What is ALFIE?

ALFIE (AI/ML Learning Filter Integrated Engine) is a sophisticated AI/ML-based system designed to enhance signal quality and integrity in various hardware environments. By leveraging advanced neural networks and data-driven learning techniques, ALFIE dynamically adjusts to the unique requirements of different waveform types.

ALFIE compensates for component-induced signal imperfections, ensuring that validated source waveforms result in high-fidelity real-world waveforms. This capability makes ALFIE integral to the success of systems like Dynamic Cognitive Adaptive Filtering (DCAF), enabling accurate signal reproduction and calibration across diverse hardware setups.

PRIMARY ALFIE GOALS

ALFIE IS:

Improved overall solution to loss functions; better fit to signal of interests; quantitatively improved solution metrics

Training and inference times are quicker to desired solution than legacy adaptive filters

ALFIE is designed to be completely hardware agnostic; integrates into any pre-existing or future RF system

Dynamic Cognitive Adaptive Filtering (DCAF)

  • DCAF Leverages ALFIE to execute threat-specific waveform mimicry training on agnostic software defined radio platforms, converting virtual, digital-twin metadata into sophisticated RF output waveforms.

  • The topology creates two signals, one original and one with emulated hardware artifacts such as I/Q imbalance and phase distortion, which ALFIE processed to reduce artifacts, restore signal quality, and wholistically mimic systems of interest.

  • Development for optimizing training sessions and integrating DCAF with advanced hardware suite, resulting in improved performance and scalability.

Signal Mimicry

  • ALFIE recreates a signal as close to the source waveform as possible, which may involve the addition or removal of artifacts depending on the supplied signal source.

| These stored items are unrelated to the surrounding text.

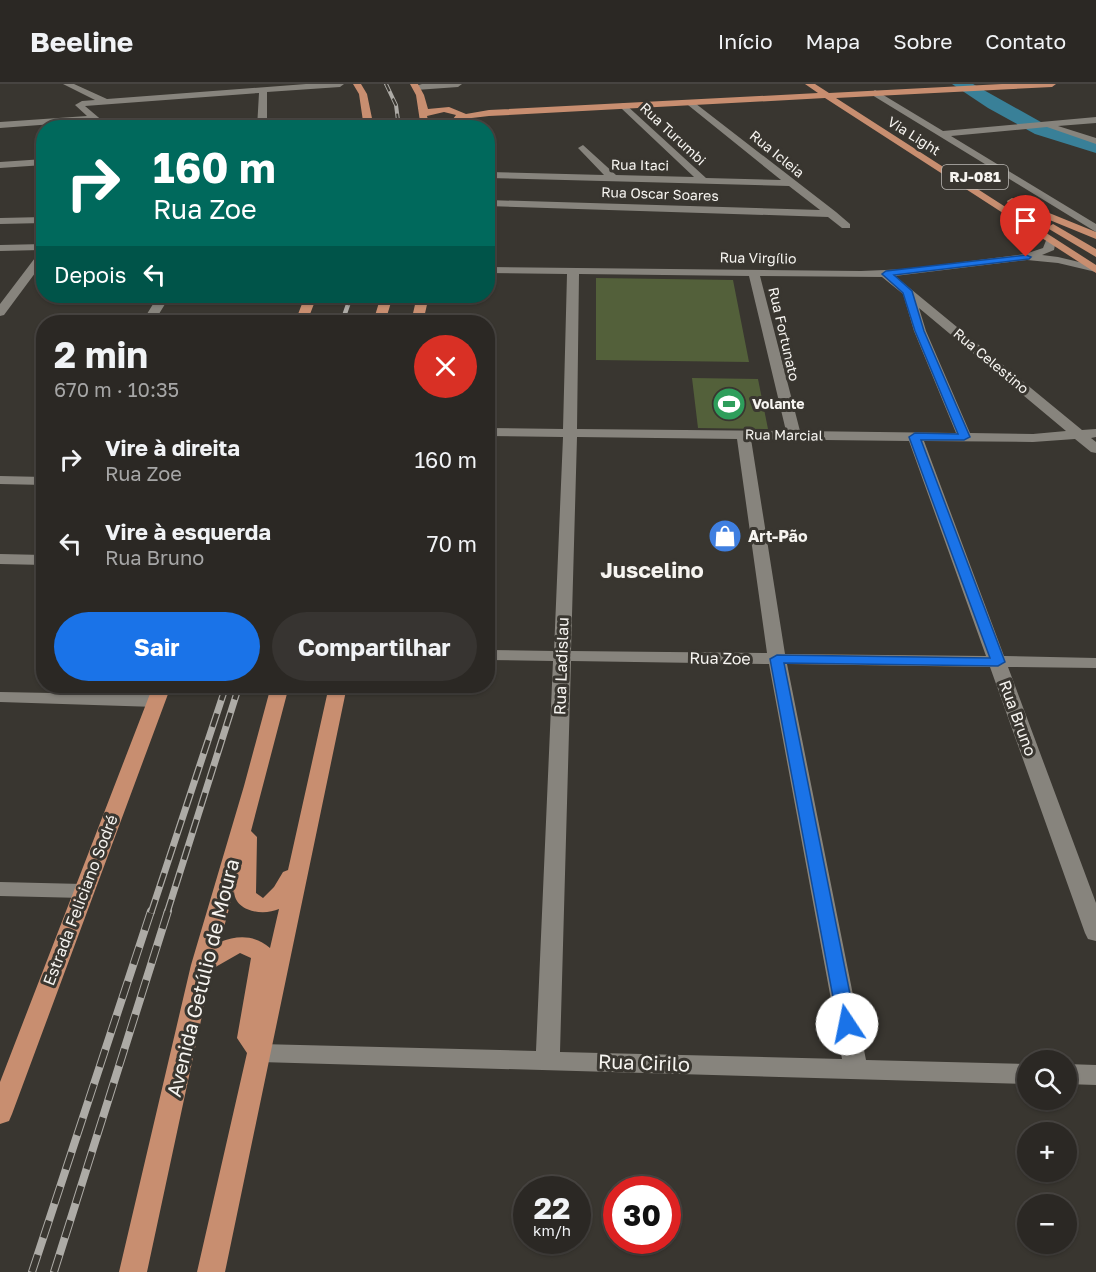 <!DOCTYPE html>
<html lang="pt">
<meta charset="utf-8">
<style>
:root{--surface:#2b2824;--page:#373431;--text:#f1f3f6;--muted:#a6a6a6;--line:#474441;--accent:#1a73e8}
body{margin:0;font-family:"Golos Text",sans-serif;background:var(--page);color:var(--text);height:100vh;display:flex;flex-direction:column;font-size:22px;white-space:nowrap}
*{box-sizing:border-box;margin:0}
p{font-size:20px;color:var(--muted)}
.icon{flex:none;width:33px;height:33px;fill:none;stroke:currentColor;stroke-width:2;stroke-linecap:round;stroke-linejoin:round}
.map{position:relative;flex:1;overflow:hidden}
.panel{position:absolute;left:36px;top:231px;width:459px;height:378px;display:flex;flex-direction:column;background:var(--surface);border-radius:24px;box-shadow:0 2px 4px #0004,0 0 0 2px var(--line)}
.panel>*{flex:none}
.guide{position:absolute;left:36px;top:36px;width:459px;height:183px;border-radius:24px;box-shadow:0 2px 4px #0004,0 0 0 2px var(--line);background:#00695c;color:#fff;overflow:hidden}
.controls{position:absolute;left:1017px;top:966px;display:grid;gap:12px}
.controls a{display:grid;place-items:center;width:60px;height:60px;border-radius:50%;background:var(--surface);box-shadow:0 2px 4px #0004,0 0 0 2px var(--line);font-size:30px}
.speed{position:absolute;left:513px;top:1092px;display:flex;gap:12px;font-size:30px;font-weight:700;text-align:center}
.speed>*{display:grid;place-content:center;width:78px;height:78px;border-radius:50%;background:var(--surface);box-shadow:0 2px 4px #0004,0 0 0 2px var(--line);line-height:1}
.speed small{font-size:15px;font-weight:400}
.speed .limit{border:9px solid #d22;background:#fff;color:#111}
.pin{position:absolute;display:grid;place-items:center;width:51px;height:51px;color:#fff;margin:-62px -26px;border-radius:50% 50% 50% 0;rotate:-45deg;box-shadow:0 0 6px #0007}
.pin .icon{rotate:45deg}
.me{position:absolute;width:66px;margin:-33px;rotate:349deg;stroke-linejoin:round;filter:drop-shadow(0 0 4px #0008)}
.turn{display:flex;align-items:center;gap:21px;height:126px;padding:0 18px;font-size:27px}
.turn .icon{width:78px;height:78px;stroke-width:2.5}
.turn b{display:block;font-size:42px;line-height:51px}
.then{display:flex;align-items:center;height:57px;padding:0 18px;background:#0003;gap:12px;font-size:22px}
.round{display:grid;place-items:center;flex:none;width:63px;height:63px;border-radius:32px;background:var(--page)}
.headline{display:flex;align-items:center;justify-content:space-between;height:102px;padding:0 18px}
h1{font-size:36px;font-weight:700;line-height:45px}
.action{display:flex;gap:12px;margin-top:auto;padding:12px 18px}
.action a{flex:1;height:69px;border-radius:36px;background:var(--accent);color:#fff;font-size:24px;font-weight:700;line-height:69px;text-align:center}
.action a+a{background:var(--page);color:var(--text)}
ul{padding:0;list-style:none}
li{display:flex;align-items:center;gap:18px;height:84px;padding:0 18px}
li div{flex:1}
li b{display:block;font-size:22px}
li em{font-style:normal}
header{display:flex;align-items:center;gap:36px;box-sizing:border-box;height:84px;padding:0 30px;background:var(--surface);border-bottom:2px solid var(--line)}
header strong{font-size:28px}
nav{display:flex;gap:33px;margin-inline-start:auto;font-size:21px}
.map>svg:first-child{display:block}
.green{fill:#53603a}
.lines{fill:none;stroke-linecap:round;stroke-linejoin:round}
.river{fill:#398098;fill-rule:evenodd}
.minor{fill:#87847d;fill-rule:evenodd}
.major{fill:#c88e70;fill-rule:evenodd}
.rail-far3-casing{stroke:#adaba6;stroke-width:4}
.rail-far2-casing{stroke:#adaba6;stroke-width:4.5}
.rail-far1-casing{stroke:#adaba6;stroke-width:7}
.rail-casing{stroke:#adaba6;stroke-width:8}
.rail-far3{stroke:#393630;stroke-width:2;stroke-dasharray:8;stroke-linecap:butt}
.rail-far2{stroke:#393630;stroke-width:3;stroke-dasharray:9;stroke-linecap:butt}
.rail-far1{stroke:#393630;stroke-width:4.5;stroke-dasharray:14;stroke-linecap:butt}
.rail{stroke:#393630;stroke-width:6;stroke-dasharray:18;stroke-linecap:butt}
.route{fill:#1a73e8;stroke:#114b97;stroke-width:1.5}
.labels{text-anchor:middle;stroke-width:6;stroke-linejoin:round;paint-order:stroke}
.far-street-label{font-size:14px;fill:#f6f4f0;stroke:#393630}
.far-poi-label{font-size:14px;font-weight:bold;fill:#f6f4f0;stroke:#393630;text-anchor:start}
.shield{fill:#393630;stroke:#bdbbb6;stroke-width:1.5}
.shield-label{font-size:15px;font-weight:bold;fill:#f6f4f0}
.poi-label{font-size:16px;font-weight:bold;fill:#f6f4f0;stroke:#393630;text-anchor:start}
.street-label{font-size:16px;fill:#f6f4f0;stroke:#393630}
.near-street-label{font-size:20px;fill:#f6f4f0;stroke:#393630}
.district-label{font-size:22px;font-weight:bold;fill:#f6f4f0;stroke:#393630}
</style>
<header>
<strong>Beeline</strong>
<nav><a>Início</a><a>Mapa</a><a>Sobre</a><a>Contato</a></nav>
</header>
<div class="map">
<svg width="1096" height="1188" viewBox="0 0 1096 1188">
<rect width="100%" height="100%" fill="#393630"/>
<path class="green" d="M596,194L733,196L749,278L596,276Z
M692,294L758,295L768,345L698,344Z"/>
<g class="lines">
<path class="river" d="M952,0H973L1048,42L1096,57V69L1035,50L988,24Z"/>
<path class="minor" d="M63,0H74L107,15L306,0H344L340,3L267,8V44H257L259,9L85,22L111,44H101L93,37L0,44V38L87,32L75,21L82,17L95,16Z
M422,0H462L458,3L416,6L412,3Z
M875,6L943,47L1096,33V39L1058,42L1096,54V60L1047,43L951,52L1096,140V148L872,11L871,9Z
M691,16L836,128L850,140V144H842L828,133L488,122V116L820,126L789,102L488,94V88L604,91L580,66L578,64L583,61L616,91L694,93L621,24V20L624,19L706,94L781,96L688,21L687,19Z
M44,75V81L0,84V78Z
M44,133V139L0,140V134Z
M1051,153L1056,156L1054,166L1042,171L1058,173L1096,182V188L1058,179L1027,176L895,192L1082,346L1096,345V353L1091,354L1096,358V369L1091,368L1075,355L1033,358L924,357L1004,572L1096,574V584L1008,583L1096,819V857L1088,855L1085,849L990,583L787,580L866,976L1028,980V1000L260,978L252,976L248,969L252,962L260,960L536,967L553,577L488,576V566L554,567L563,353L488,352V344L563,345L567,190L488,189V183L861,187L908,185L1025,170L1043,164L1047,154ZM579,190L749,192L786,347L577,345ZM760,192L882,193L903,210L914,247L956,349L800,347ZM919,224L1066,347L1033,350L970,349L926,247ZM577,353L737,355L767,569L571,567ZM751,355L909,357L986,572L785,570ZM571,577L769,580L842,975L560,968Z
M44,160V177L4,231L0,232V220L41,166L0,167V161Z
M158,212H170L154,238H142Z
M0,392L44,393V401L0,400Z
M0,470L44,471V481L0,480Z
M0,608L156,611L162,613L165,617L162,621L156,623L0,618Z
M0,798L83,800L91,802L94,807L91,812L83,814L0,812Z
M1066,980L1096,981V1001L1066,1000Z"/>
<path class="major" d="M353,0H361L367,10L374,44H364L359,10Z
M410,0H418L424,11L428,25L449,23L466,30L489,26L818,9L805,0H815L829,9L1002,0H1056L1052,3L836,14L1096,181V189L825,14L489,32L463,35L464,39L459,42L454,39L453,35L456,31L444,28L427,32L430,44H421L416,11Z
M1012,114L1096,148V155L1008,119L1007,117Z
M1053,140L1096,165V173L1049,145L1048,143Z
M305,212H317L307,238H295Z
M381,212H393L385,238H373Z
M417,212H429L423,238H411Z
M153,602H171L12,1030L9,1037L0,1040V998Z
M271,602H289L251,747L257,753L256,809L263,814L274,803L283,788L288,786L329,602H347L225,1188H197L247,969L237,954L251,874L240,869L212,885L147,1188H119L191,881L244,702ZM234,806C234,828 263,832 279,825L270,864C255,851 238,851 220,858Z"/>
<g class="rail-far3-casing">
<path id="rail-far3" d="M386,0L396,21L399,44"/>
</g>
<g class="rail-far2-casing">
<path id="rail-far2" d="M342,238L351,212"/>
</g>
<g class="rail-far1-casing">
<path id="rail-far1" d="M151,829L226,602
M167,829L239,602"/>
</g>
<g class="rail-casing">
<path id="rail" d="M32,1188L151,827
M54,1188L168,827"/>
</g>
<use href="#rail-far3" class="rail-far3"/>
<use href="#rail-far2" class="rail-far2"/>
<use href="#rail-far1" class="rail-far1"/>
<use href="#rail" class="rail"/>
</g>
<path class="route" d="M1026,171L1031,173L1029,175L894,191L912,207L924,247L970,353L964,356H921L1005,578L998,582L784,579L856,940L854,945L847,947L841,945L838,940L770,575L777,571L990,574L909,353L915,349L958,350L915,247L903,209L882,190L886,187Z"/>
<defs>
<g id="stadium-disc" transform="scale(1.725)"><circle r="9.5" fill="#2e9e5b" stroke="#393630"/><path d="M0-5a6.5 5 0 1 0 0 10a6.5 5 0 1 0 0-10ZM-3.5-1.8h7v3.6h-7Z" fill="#fff"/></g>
<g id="shop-disc" transform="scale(1.725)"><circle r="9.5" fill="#3f7fe0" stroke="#393630"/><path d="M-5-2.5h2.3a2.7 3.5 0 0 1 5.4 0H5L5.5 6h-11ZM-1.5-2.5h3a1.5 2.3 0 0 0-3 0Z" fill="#fff"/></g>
</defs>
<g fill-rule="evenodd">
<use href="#stadium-disc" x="729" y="320"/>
<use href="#shop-disc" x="725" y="452"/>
</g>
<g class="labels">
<g class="far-street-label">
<text transform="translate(673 50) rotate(43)" y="5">Rua Turumbi</text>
<text transform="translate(914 52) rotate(32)" y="5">Via Light</text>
<text transform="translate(777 70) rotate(39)" y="5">Rua Icleia</text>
<text transform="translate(640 81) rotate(1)" y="5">Rua Itaci</text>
<text transform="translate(660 110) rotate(2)" y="5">Rua Oscar Soares</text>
<text transform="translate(758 174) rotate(1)" y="5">Rua Virgílio</text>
<text transform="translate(784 250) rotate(77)" y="5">Rua Fortunato</text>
<text transform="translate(991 277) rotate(40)" y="5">Rua Celestino</text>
<text transform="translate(784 351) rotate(1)" y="5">Rua Marcial</text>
</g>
<g class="far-poi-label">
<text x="752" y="325">Volante</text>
</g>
<rect class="shield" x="942" y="81" width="66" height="24" rx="4.5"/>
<g class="shield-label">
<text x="975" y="98">RJ-081</text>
</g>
<g class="poi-label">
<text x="748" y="458">Art-Pão</text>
</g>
<g class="street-label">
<text transform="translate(720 574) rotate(1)" y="6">Rua Zoe</text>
<text transform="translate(561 582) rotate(-88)" y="6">Rua Ladislau</text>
<text transform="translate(1018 634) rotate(70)" y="6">Rua Bruno</text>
<text transform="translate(80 816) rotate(-69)" y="6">Estrada Feliciano Sodré</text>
</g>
<g class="near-street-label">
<text transform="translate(203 894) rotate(-76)" y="7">Avenida Getúlio de Moura</text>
<text transform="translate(644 979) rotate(2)" y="7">Rua Cirilo</text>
</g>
<g class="district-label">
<text x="652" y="494">Juscelino</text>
</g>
</g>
</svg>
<div class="controls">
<a><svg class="icon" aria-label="search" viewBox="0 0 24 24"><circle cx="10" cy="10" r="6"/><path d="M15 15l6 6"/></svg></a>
<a>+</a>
<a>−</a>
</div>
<div class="speed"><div>22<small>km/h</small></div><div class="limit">30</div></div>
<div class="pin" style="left:1026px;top:173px;background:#d93025"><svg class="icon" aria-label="arrive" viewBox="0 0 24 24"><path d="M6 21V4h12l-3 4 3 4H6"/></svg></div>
<svg class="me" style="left:847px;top:940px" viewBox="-20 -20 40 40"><circle r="19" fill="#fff"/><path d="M0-13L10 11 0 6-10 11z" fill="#1a73e8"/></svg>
<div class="guide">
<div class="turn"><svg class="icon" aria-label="right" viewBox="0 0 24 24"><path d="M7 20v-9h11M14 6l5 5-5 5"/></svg><div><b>160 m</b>Rua Zoe</div></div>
<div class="then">Depois<svg class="icon" aria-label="left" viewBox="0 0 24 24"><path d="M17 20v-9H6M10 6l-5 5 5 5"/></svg></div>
</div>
<section class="panel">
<div class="headline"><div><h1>2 min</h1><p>670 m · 10:35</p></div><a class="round" style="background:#d93025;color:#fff"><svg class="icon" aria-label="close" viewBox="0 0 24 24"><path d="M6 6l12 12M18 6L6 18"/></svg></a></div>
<ul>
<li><svg class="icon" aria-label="right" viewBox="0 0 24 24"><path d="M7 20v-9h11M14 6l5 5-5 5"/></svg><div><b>Vire à direita</b><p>Rua Zoe</p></div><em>160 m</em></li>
<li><svg class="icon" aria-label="left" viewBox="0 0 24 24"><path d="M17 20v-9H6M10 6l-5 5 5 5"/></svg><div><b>Vire à esquerda</b><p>Rua Bruno</p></div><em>70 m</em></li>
</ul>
<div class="action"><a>Sair</a><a>Compartilhar</a></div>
</section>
</div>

  • ALFIE's neural network configuration allows for the optimization of training sessions to adaptively manage and manipulate signal artifacts, maintaining the integrity of the desired signal.

  • With recreation of desired signal attributes, signal mimicry can be applied to a myriad of use cases including electronic attack, cyber-EA spoofing, and DRFM efficacy increases

Digital Twin Emulation

  • DCAF supports the creation of validated real-world waveforms from digital twin models to ensure accurate threat representation during testing.

  • The system transforms SPDWs into I/Q data, enabling the emulation of digital twin threat models for real-world testing scenarios.

  • DCAF's architecture allows for the integration of digital twins into fielded systems, ensuring waveform fidelity throughout the hardware chain.

  • Implementing ODESSA models within DCAF enhances simulation capabilities by enabling the execution of scenarios using engineering-fidelity models.

Cognitive Hardware Calibration

  • ALFIE uses AI/ML algorithms to adaptively filter waveforms, improving signal reproduction accuracy by learning from hardware-induced imperfections.

  • The system's cognitive filtering capabilities allow it to learn outside of pre-determined boundary conditions, solving loss functions creatively and effectively.

  • Calibration involves optimizing DDL sessions to align ALFIE's neural network configuration with the specific requirements of different hardware systems.

  • The recursive nature of DDL-produced filter algorithms enables dynamic compensation for signal differences, facilitating accurate hardware calibration and ensuring consistent signal quality across diverse hardware environments.